By Stephen Paul Gnass

MAILING A SELF-ADDRESSED, SEALED ENVELOPE TO YOURSELF:

You may have heard about sending yourself a description of your own invention by registered mail to help document the idea as your own. History books may describe cases of people who won the rights to their ideas due to a self-addressed, sealed envelope mailed to themselves. But there are different "types" of ideas that require different types of protection. As far as "inventions" go - this one step alone has never been enough to prove ownership of an idea.

Even though once upon a time this may have been a valid form of proof for artistic and written expressions, times have changed and because inventors of sorts have devised clever ways of opening and resealing envelopes, this procedure doesn't really hold up in court any more.

Since the only cost is the envelope and stamp, it doesn't hurt to include this in your overall protection strategy as an "added insurance". Just don't rely on it as your only means of protection.
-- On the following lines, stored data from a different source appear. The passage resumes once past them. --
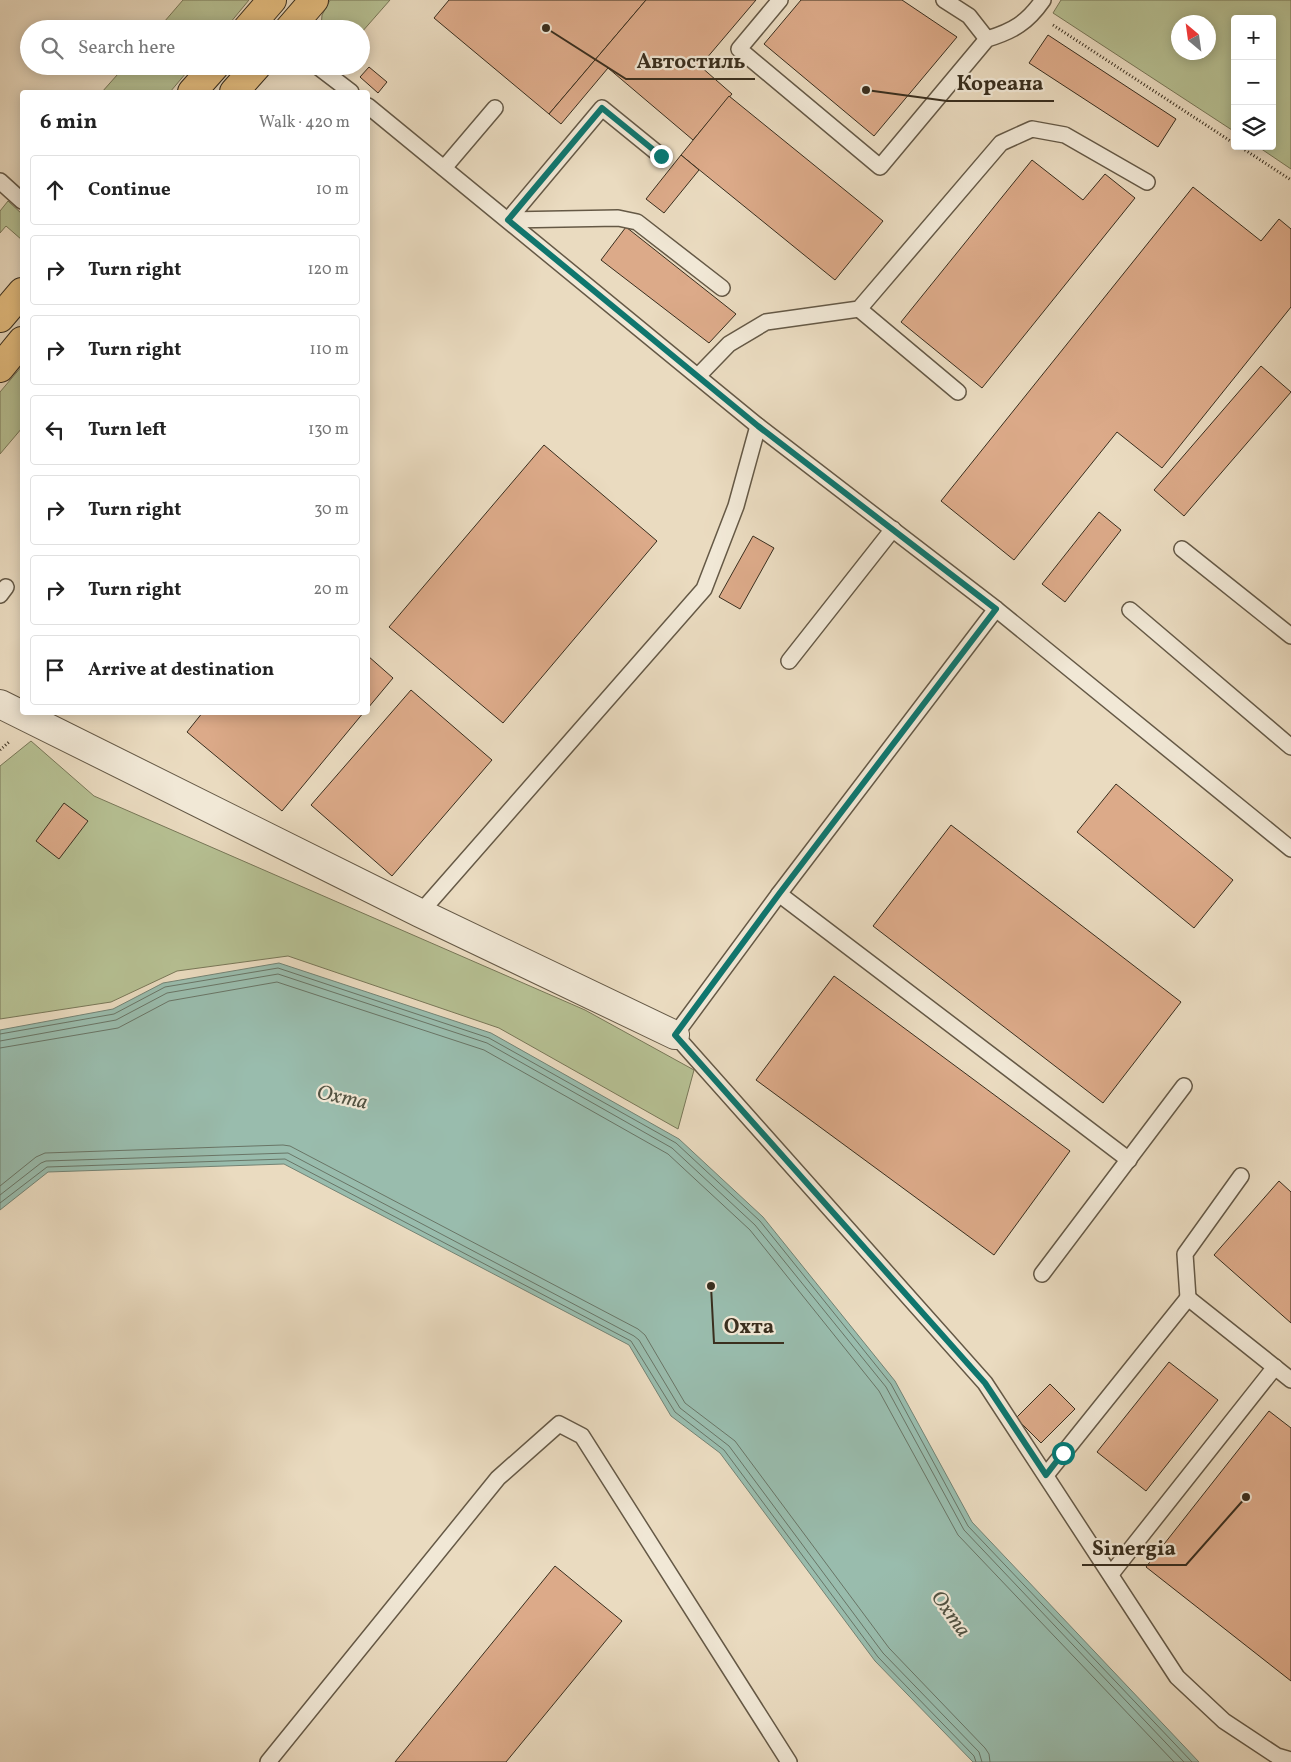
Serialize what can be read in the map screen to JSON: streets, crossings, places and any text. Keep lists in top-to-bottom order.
{
  "water": ["Охта"],
  "places": [
    "Автостиль",
    "Кореана",
    "Охта",
    "Sinergia"
  ],
  "north": "top left",
  "page": {
    "map_buttons": ["+", "−"],
    "search": "Search here",
    "heading": ["6 min", "Walk · 420 m"],
    "list": [
      ["Continue", "10 m"],
      ["Turn right", "120 m"],
      ["Turn right", "110 m"],
      ["Turn left", "130 m"],
      ["Turn right", "30 m"],
      ["Turn right", "20 m"],
      "Arrive at destination"
    ]
  }
}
THE DISCLOSURE DOCUMENT PROGRAM:

To legally estalish the date of your idea's conception, you may consider registering a "Disclosure Document" with the U.S. Patent & Trademark Office (PTO). For $10.00 (check for rate changes), you can send this witnessed and notarized description of your invention with a sketch and a cover letter requesting that the U.S. Patent and Trademark Office hold your papers on file for a period of two years.
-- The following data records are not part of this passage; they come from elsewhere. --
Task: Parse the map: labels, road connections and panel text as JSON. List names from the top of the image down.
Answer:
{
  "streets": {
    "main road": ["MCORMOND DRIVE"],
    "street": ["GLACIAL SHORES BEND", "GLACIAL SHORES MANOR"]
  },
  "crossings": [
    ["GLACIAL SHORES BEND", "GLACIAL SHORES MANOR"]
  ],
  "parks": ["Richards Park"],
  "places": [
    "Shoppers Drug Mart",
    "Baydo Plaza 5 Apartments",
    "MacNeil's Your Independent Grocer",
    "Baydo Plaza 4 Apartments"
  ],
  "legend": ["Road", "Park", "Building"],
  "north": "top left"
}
Once the PTO receives it, they will send you a copy of your request with an ID number as proof that they have processed it. Be advised that the U.S. Patent & Trademark office states that the filing of this document will NOT give you any legal protection. It is NOT a patent application. This document only helps to establish the date of your idea's "conception". So even though it will remain on file for two years, it isn't intended to give you a two year buffer or protection.
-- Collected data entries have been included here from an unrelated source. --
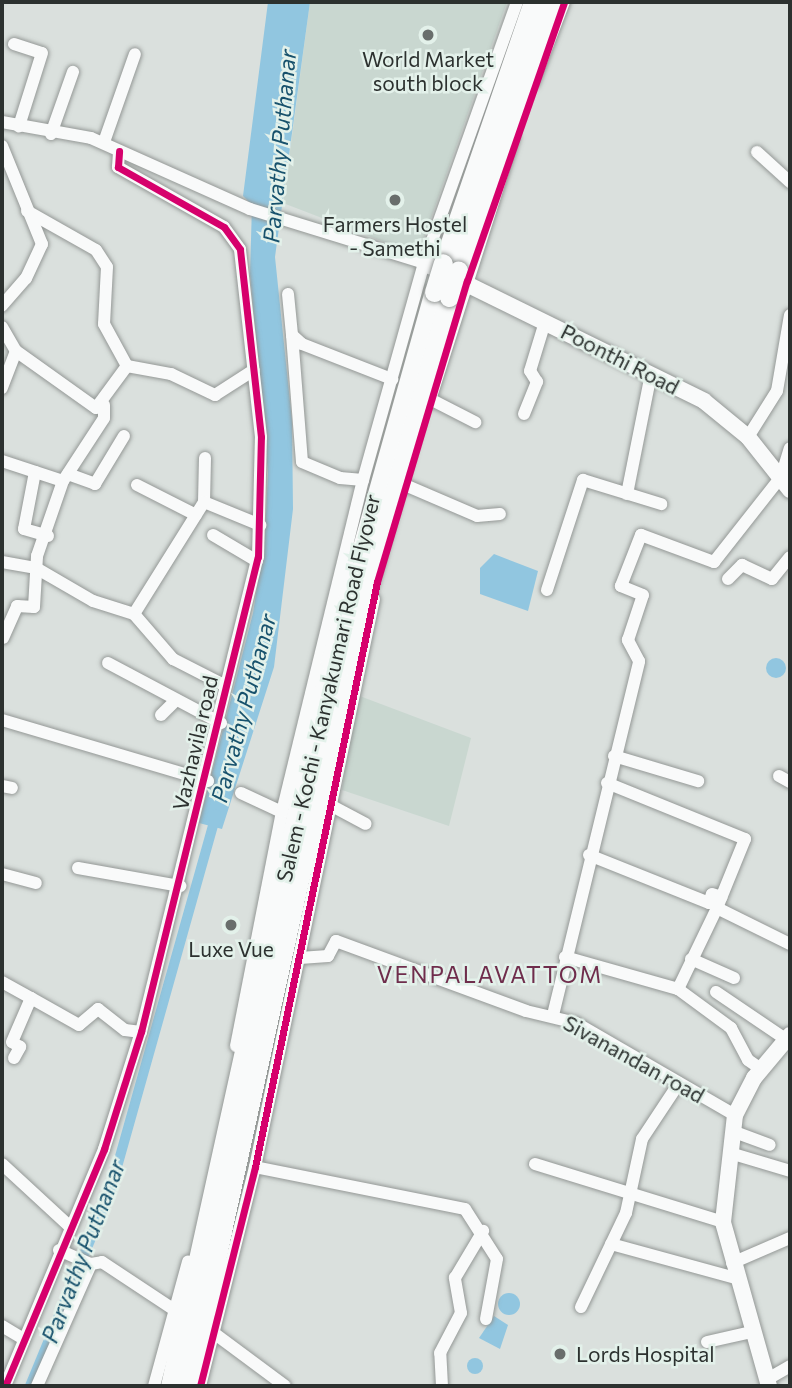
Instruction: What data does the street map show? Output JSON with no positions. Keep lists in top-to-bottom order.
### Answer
{
  "streets": {
    "highway": ["Salem - Kochi - Kanyakumari Road Flyover"],
    "main road": ["Poonthi Road"],
    "street": ["Vazhavila road", "Sivanandan road"]
  },
  "crossings": [
    ["Poonthi Road", "Salem - Kochi - Kanyakumari Road Flyover"]
  ],
  "districts": ["VENPALAVATTOM"],
  "water": ["Parvathy Puthanar"],
  "places": [
    "World Market south block",
    "Farmers Hostel - Samethi",
    "Luxe Vue",
    "Lords Hospital"
  ]
}
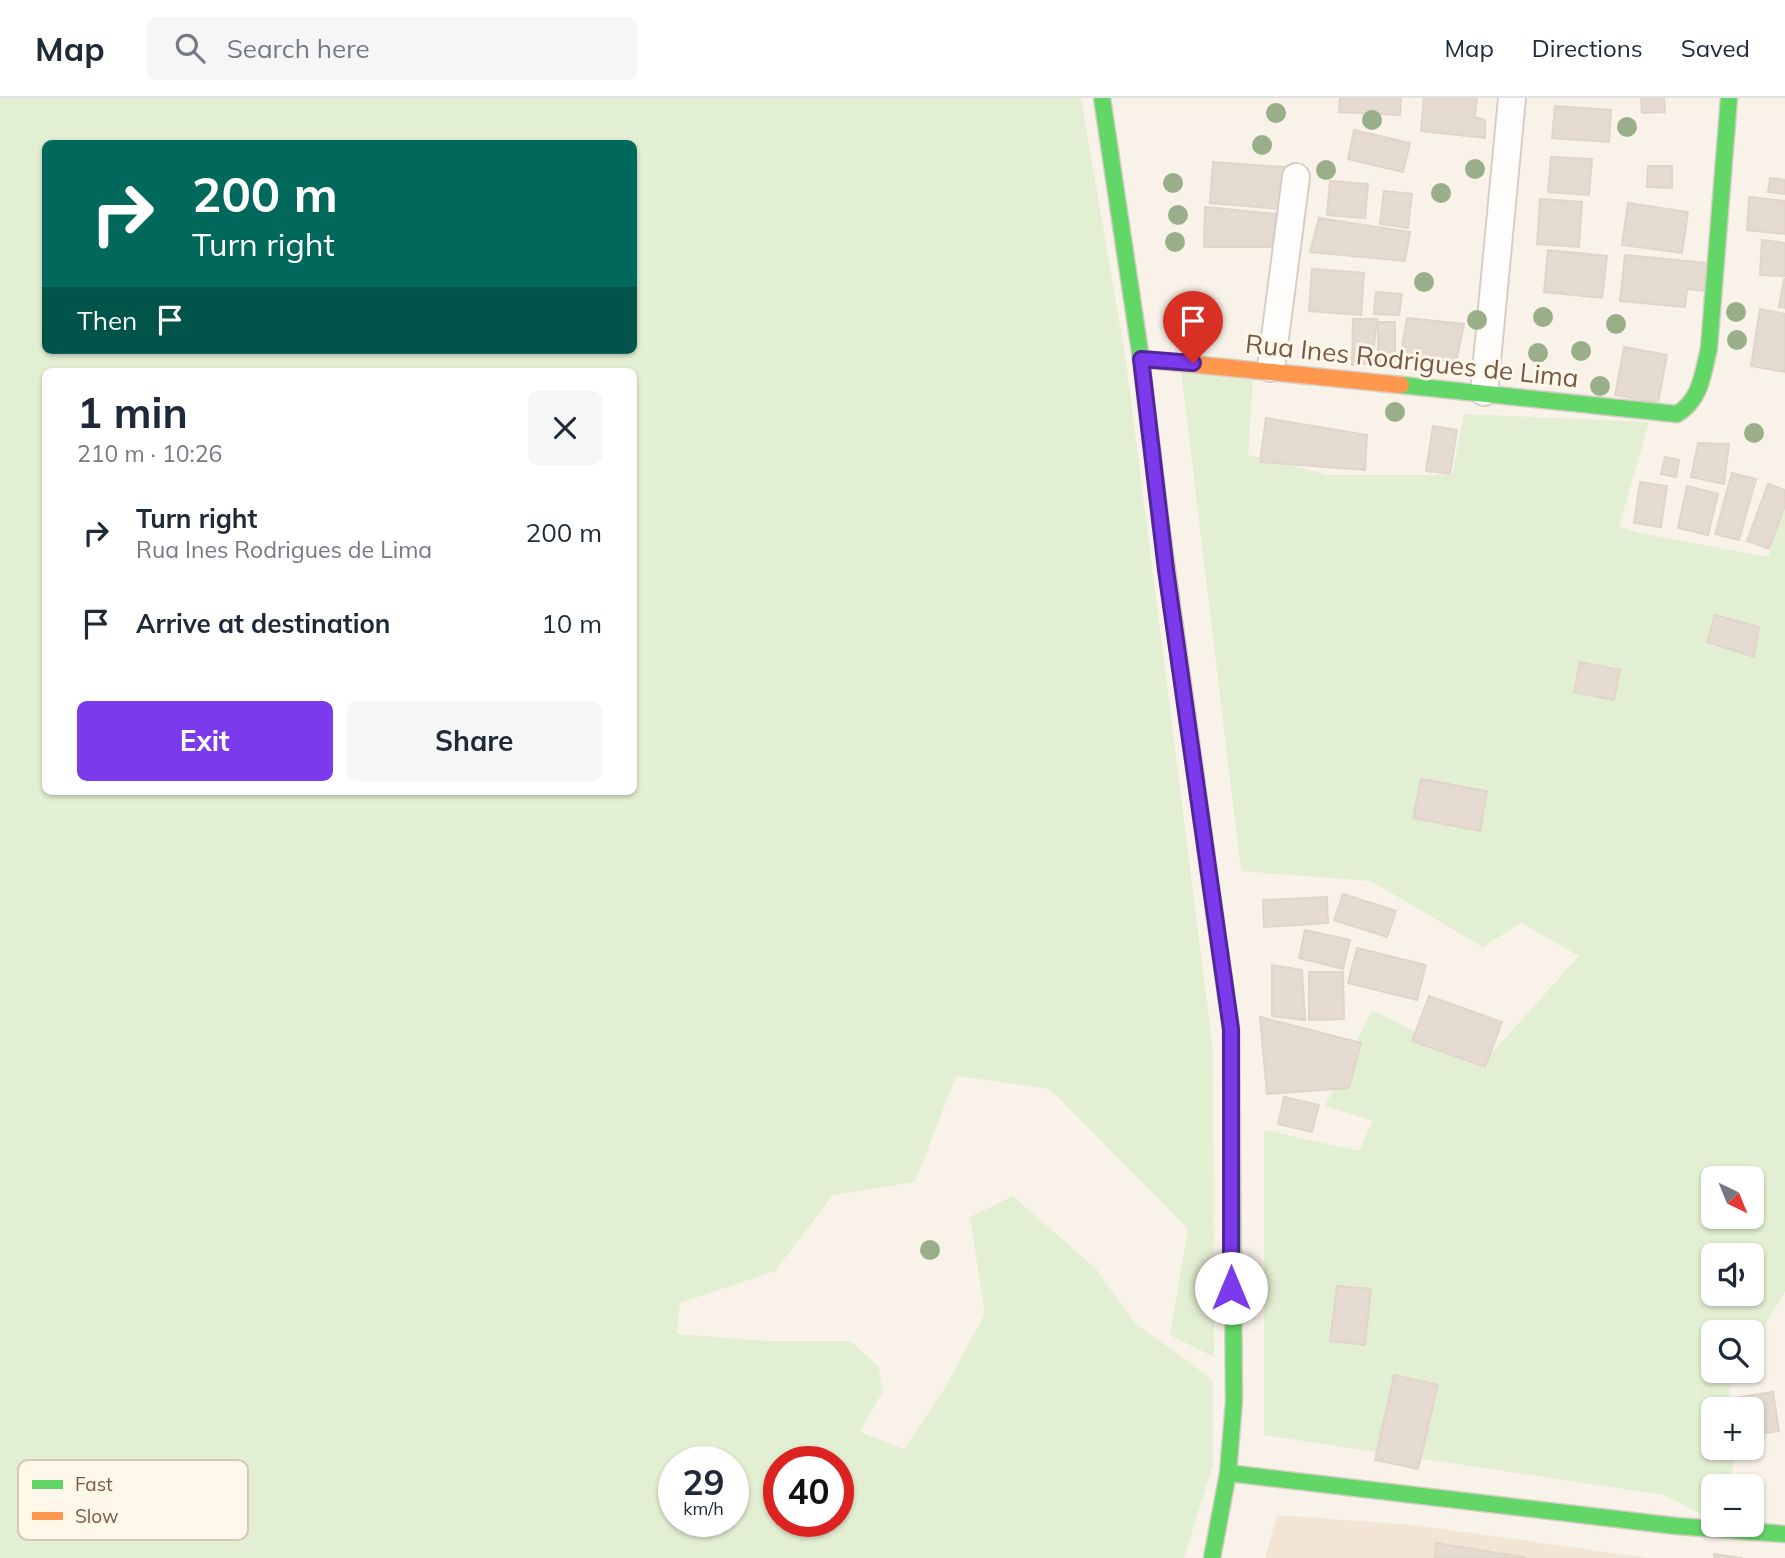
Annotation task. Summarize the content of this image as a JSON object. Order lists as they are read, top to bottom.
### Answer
{
  "streets": {
    "street": ["Rua Ines Rodrigues de Lima"]
  },
  "legend": ["Fast", "Slow"],
  "north": "bottom right",
  "page": {
    "header": "Map",
    "search": "Search here",
    "nav": ["Map", "Directions", "Saved"],
    "turn": ["200 m", "Turn right"],
    "then": "Then",
    "heading": ["1 min", "210 m · 10:26"],
    "list": [
      {
        "name": "Turn right",
        "note": "Rua Ines Rodrigues de Lima",
        "value": "200 m"
      },
      {
        "name": "Arrive at destination",
        "value": "10 m"
      }
    ],
    "buttons": ["Exit", "Share"],
    "map_buttons": ["+", "−"],
    "speed": "29 km/h",
    "limit": "40"
  }
}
Since the "Disclosure Document" only helps to prove the date your idea was conceived, in the case of infringement of your idea, you would also need to prove "due diligence" which means that you would need back-up documentation that you have consistently and persistently been actively working on your idea since its conception. This is where the "log book" documentation comes in to prove that you have been working on your idea. Therefore, in and of itself, the Disclosure Document is worthless. (A copy of the U.S. Patent & Trademark's brochure is enclosed for your convenience.)

Yet the Disclosure Document is so inexpensive that it is an excellent added insurance, especially because it costs only $10.00 and you can do it yourself without a patent attorney. But once again, please do not rely on this as your sole means of idea protection. In order to have any value, it must be supplemented by your entries in your log book and by due-diligence.

As mentioned, it will be held on file for two years and will then be destroyed unless it is referred to in a patent application which must be filed within the two-year period.

TIP: Don't rush to file the Disclosure Document if your basic product design is still incomplete. If you still aren't sure of all your product's features and functions, use the "log book" to document your research, tests and changes to the product, and file the Disclosure Document once your basic product design is firmed up. The Disclosure Document will be much more valuable to you if the description and illustration you send in closely resembles your final product. Naturally, you will still make changes after you send in the Disclosure Document. However, because you have thought-out your product before you sent in the Disclosure Document, your chances are better that the changes won't be radical.

WARNING: Please be careful with companies that offer to file this document for you, claiming that it will protect your idea. Some product development scam companies charge thousands of dollars to file this $10.00 form, misleading people into believing that a patent application is being filed on their idea.